## What to do
The response should contain all of the data below, reproduced exactly, and no pictures.

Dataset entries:
┌──
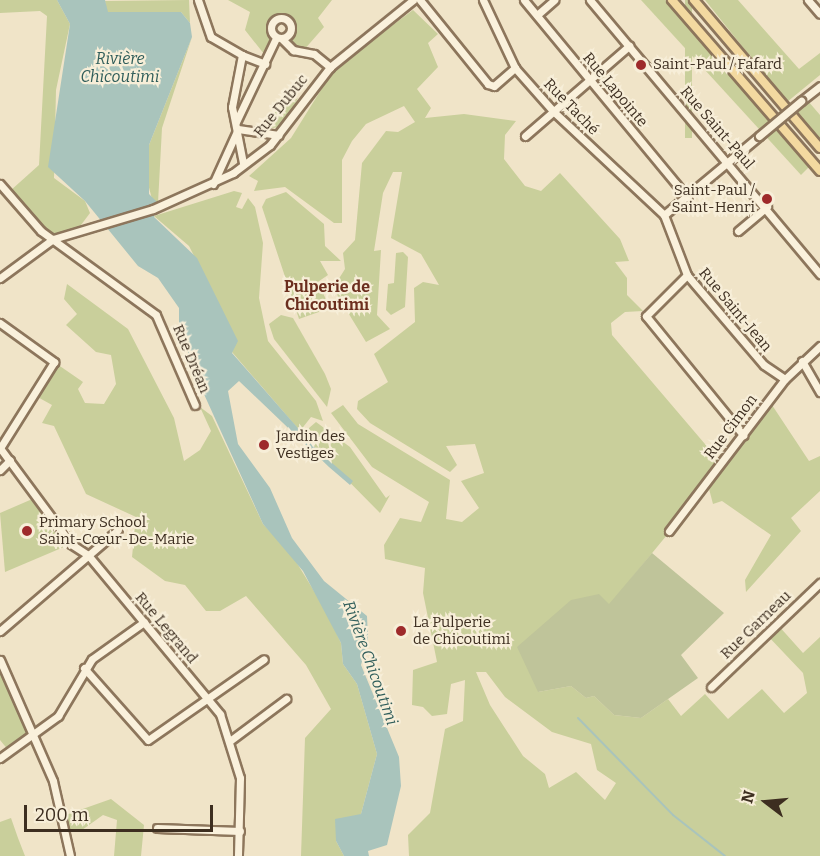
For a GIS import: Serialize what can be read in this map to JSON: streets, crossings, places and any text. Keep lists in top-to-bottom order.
{
  "streets": {
    "street": [
      "Rue Lapointe",
      "Rue Dubuc",
      "Rue Taché",
      "Rue Saint-Paul",
      "Rue Saint-Jean",
      "Rue Dréan",
      "Rue Cimon",
      "Rue Garneau",
      "Rue Legrand"
    ]
  },
  "crossings": [
    ["Rue Dubuc", "Rue Dréan"],
    ["Rue Taché", "Rue Saint-Jean"],
    ["Rue Saint-Jean", "Rue Cimon"]
  ],
  "districts": ["Pulperie de Chicoutimi"],
  "water": ["Rivière Chicoutimi"],
  "places": [
    "Saint-Paul / Fafard",
    "Saint-Paul / Saint-Henri",
    "Jardin des Vestiges",
    "Primary School Saint-Cœur-De-Marie",
    "La Pulperie de Chicoutimi"
  ],
  "scale_bar": "200 m",
  "north": "left"
}
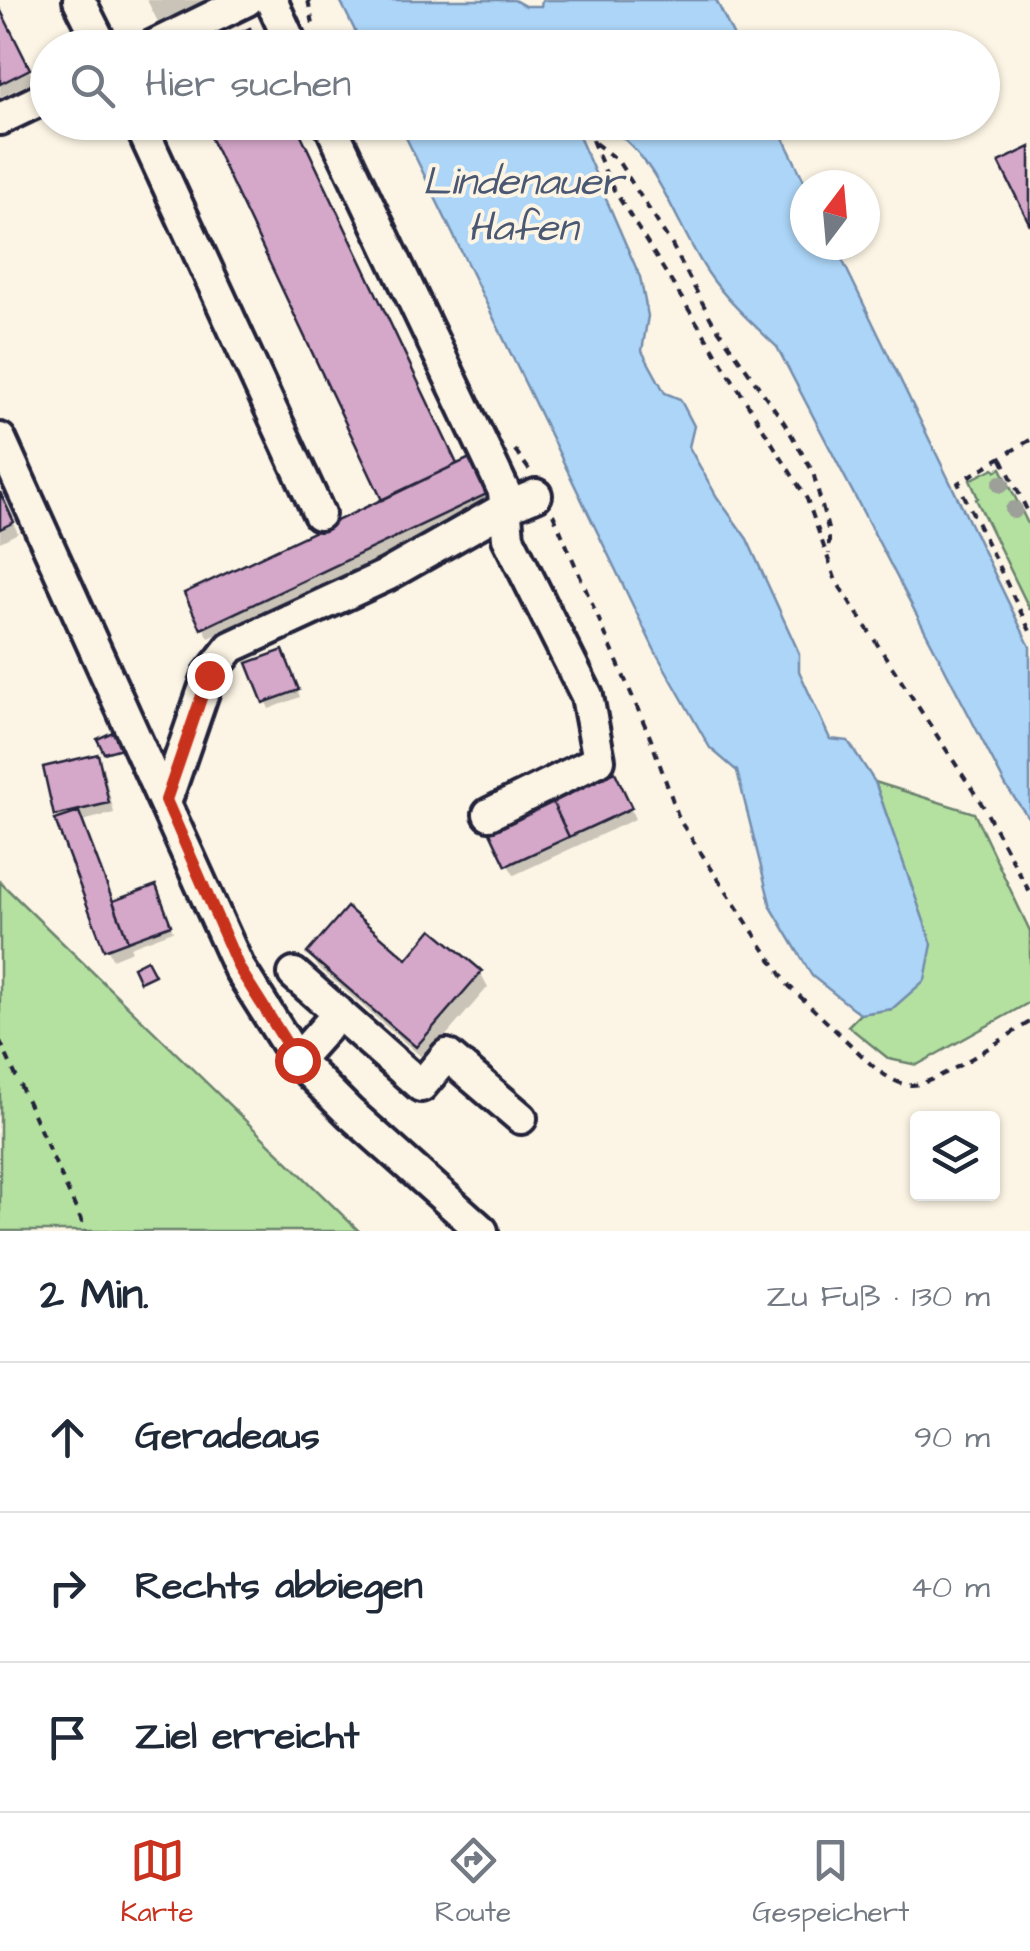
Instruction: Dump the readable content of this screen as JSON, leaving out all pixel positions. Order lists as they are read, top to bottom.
└──
## Expected output
For a GIS import: Serialize what can be read in this map to JSON: streets, crossings, places and any text. Keep lists in top-to-bottom order.
{
  "streets": {
    "street": [
      "Rue Lapointe",
      "Rue Dubuc",
      "Rue Taché",
      "Rue Saint-Paul",
      "Rue Saint-Jean",
      "Rue Dréan",
      "Rue Cimon",
      "Rue Garneau",
      "Rue Legrand"
    ]
  },
  "crossings": [
    ["Rue Dubuc", "Rue Dréan"],
    ["Rue Taché", "Rue Saint-Jean"],
    ["Rue Saint-Jean", "Rue Cimon"]
  ],
  "districts": ["Pulperie de Chicoutimi"],
  "water": ["Rivière Chicoutimi"],
  "places": [
    "Saint-Paul / Fafard",
    "Saint-Paul / Saint-Henri",
    "Jardin des Vestiges",
    "Primary School Saint-Cœur-De-Marie",
    "La Pulperie de Chicoutimi"
  ],
  "scale_bar": "200 m",
  "north": "left"
}
Instruction: Dump the readable content of this screen as JSON, leaving out all pixel positions. Order lists as they are read, top to bottom.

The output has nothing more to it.